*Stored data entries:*
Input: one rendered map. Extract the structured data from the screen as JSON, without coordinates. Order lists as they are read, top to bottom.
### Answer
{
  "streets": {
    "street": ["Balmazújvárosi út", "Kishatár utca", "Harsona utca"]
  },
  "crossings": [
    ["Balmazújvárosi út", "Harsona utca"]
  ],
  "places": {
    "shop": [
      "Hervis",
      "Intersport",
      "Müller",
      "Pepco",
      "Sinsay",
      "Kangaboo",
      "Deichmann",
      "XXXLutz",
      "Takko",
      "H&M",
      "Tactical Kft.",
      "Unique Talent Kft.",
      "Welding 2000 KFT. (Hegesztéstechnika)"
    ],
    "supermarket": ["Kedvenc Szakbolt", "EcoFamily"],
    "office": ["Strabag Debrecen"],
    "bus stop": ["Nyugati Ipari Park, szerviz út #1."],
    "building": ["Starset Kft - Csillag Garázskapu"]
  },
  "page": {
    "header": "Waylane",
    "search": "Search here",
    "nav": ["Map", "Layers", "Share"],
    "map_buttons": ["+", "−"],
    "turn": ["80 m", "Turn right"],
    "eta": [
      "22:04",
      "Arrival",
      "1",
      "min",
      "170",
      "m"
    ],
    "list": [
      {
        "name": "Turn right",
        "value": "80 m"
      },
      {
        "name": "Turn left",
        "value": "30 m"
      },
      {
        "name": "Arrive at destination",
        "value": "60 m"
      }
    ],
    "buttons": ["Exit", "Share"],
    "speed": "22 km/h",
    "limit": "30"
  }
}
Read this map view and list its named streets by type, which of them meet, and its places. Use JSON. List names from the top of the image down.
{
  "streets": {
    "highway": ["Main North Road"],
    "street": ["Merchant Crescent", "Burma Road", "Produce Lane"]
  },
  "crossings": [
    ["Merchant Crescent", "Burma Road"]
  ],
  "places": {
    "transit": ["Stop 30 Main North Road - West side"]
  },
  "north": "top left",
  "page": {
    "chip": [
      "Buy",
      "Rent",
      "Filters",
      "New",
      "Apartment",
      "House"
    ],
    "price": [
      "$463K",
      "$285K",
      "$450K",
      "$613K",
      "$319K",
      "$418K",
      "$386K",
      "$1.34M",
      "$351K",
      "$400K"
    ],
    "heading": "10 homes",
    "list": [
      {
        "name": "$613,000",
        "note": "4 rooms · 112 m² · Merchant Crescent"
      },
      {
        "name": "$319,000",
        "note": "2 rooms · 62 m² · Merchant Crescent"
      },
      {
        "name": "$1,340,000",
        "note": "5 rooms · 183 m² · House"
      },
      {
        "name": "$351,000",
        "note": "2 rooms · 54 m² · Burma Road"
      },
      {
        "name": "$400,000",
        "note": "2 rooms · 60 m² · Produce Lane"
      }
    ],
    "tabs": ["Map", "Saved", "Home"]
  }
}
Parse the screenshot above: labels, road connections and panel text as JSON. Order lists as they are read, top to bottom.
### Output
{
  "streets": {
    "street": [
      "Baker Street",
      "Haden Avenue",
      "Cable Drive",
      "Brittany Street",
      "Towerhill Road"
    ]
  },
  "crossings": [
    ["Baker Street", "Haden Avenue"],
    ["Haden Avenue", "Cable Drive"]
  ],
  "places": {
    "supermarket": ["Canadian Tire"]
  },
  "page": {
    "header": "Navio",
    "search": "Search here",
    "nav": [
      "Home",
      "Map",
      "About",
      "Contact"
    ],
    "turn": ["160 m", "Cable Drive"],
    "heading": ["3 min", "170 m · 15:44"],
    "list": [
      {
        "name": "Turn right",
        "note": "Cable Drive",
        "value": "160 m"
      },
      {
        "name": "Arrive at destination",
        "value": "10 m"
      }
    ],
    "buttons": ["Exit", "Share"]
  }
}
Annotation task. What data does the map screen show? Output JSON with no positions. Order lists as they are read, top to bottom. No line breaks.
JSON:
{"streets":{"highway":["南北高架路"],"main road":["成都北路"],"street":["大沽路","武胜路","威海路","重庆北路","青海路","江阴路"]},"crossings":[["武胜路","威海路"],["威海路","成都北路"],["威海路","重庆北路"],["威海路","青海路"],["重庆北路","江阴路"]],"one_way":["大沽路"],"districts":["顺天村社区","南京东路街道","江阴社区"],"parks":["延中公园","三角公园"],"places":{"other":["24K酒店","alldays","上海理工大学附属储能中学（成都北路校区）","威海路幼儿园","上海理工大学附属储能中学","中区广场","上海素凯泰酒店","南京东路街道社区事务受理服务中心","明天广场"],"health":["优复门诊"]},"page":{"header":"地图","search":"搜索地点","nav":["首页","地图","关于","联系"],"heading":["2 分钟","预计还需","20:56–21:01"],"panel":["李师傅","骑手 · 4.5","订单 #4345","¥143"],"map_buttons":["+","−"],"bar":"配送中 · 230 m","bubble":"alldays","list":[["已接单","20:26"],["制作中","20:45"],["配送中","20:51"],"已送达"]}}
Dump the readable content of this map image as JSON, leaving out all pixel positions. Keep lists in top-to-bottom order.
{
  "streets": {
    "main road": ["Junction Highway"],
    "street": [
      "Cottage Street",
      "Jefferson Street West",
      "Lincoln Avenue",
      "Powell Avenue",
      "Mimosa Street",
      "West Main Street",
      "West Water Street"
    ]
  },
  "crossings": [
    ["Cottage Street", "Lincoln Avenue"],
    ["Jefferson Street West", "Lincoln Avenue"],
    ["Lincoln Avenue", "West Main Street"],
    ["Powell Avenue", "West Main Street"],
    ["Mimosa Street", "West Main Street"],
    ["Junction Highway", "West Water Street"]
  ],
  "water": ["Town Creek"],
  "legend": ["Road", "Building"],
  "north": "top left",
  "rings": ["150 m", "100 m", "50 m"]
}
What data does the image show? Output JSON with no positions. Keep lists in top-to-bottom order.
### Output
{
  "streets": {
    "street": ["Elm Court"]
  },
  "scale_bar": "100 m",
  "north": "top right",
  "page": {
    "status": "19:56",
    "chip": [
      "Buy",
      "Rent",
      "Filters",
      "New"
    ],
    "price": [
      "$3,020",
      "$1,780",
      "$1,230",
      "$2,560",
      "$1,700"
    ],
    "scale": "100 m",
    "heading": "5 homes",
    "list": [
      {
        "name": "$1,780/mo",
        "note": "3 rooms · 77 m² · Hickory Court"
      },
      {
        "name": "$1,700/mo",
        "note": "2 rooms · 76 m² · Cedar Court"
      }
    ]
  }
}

*WORK TO COMPLETE:* Look at each line above and note whether it holds the word "Burma". Report how many do, as the number only.

*EXERCISE OUTPUT:* 3